Trying to conceal the disapproving twist of his mouth behind his teacup, Pipps raised one eyebrow and glanced uneasily at Luke. “Without doubt.”
“Now,” Cassandra said cheerfully, “if I can only just get the specifics of my job mastered.”
The butler choked. Tea came up his nostrils and, judging by his strangled cough, went down his windpipe as well. Cassandra leaped off her stool and raced around the table to whack him on the back. “Oh, dear, are you all right?”

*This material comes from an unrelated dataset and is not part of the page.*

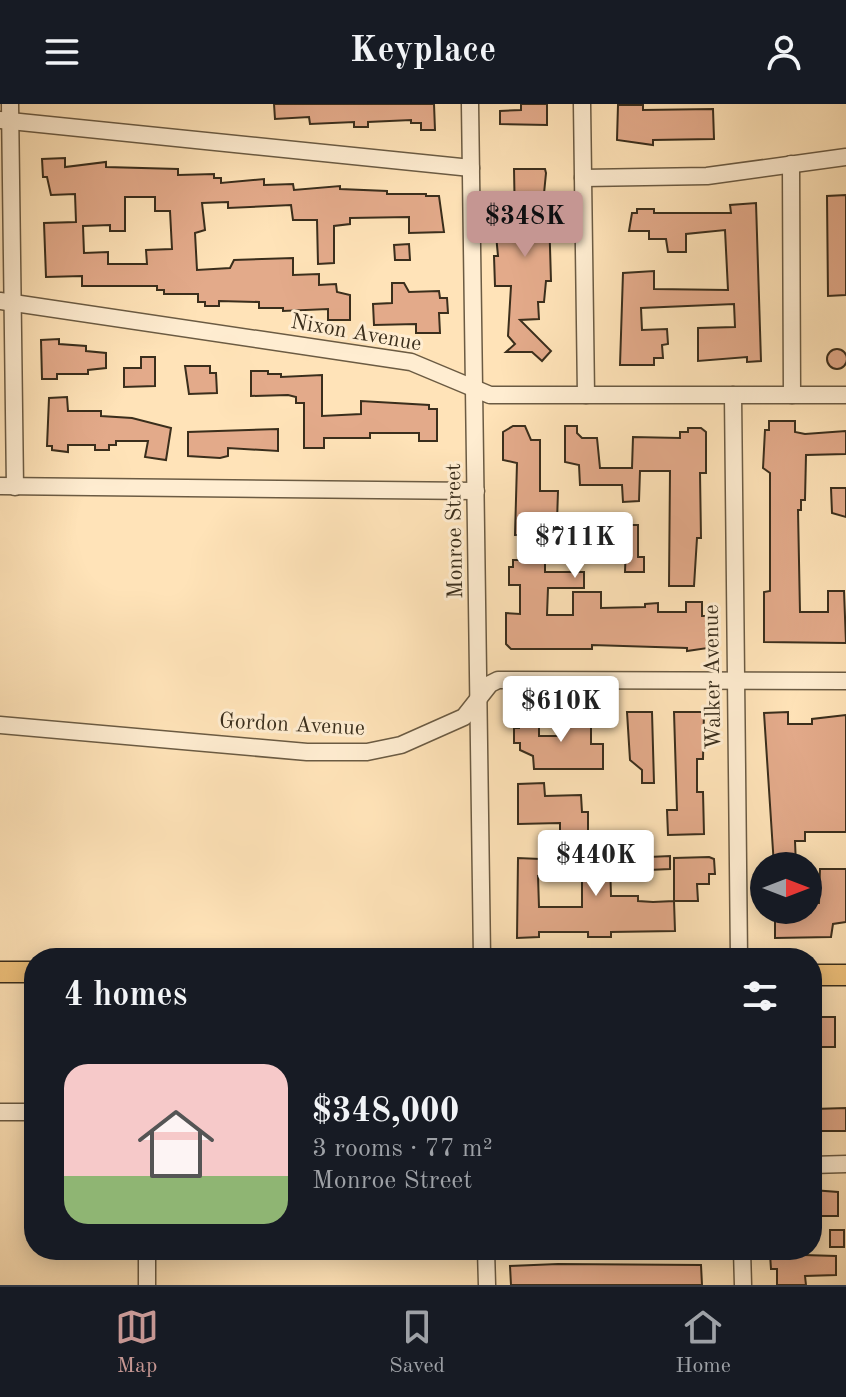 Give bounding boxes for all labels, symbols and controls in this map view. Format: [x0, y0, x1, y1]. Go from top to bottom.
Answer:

Tears streaming, his face tomato-red, Pipps nodded and fought for breath. “Yes, miss,” he finally wheezed. “Right as rain. A bit of tea just went down the wrong way.”
“Either that, or it had a bone in it,” she said gaily, still patting him on the back. “Better?”
“Yes, miss, much better.”
Luke hid a smile as Cassandra, who evidently had no clue that she had caused the poor man to strangle, came back around to her seat. “Now, then, where were we?”
Mrs. Whitmire shot Luke a glare. “I believe you were saying something about the specifics of your job
.”
“Oh, yes.” Finished with her meal, Cassandra pushed her plate aside and cradled her teacup in her hands, both elbows propped on the butcher block. “I’m having a smidgen of difficulty understanding exactly what sorts of things Mr. Taggart wants me to do. But, otherwise, our arrangement is working out very well so far. We had a great deal of fun playing games in my bedchamber last night, at any rate, and—”
Pipps choked again. This time, Luke feared the poor man was going to fall clear off his stool before the thumps Mrs. Whitmire dealt to his back helped him to catch his breath.
“Oh, my…I do hope you’re not coming down with something,” Cassandra said.
“I’m fine, miss. Really.”
“I hope so, not just for your sake, but for the sake of the children at the orphanage. I have to be very cautious about colds and things like that, you know, visiting there as frequently as I do. If one child gets the sniffles, they all do, and it’s incredibly hard on the good sisters trying to get them all well again.”
“I didn’t know you went often to the orphanage,” Cook said.
“Well, I haven’t been since coming here,” Cassandra replied. “But if Luke continues not to require my services during the day, I’ll probably start going again.”
Luke felt three disapproving gazes shift his way. Cassandra seemed oblivious.
“What do you do at the orphanage?” Cook asked her.
“Anything that needs doing. I especially enjoy telling the children stories, but mostly I just work. Cleaning, usually. Or helping with the laundry. With so many children, there’s a virtual mountain of it to do on any given day.” Cassandra shrugged. “It’s good practice for me. When Khristos turns twelve, I hope to become a nun, you see.”
This revelation earned Luke startled looks from his servants, which quickly turned accusing. Luke could only marvel at how quickly Cassandra had managed to win over his servants, particularly Pipps. To his knowledge, the butler had never bent an inch or exhibited affection of any kind for anyone. Now, the man had a look on his face that put Luke very much in mind of an outraged father’s.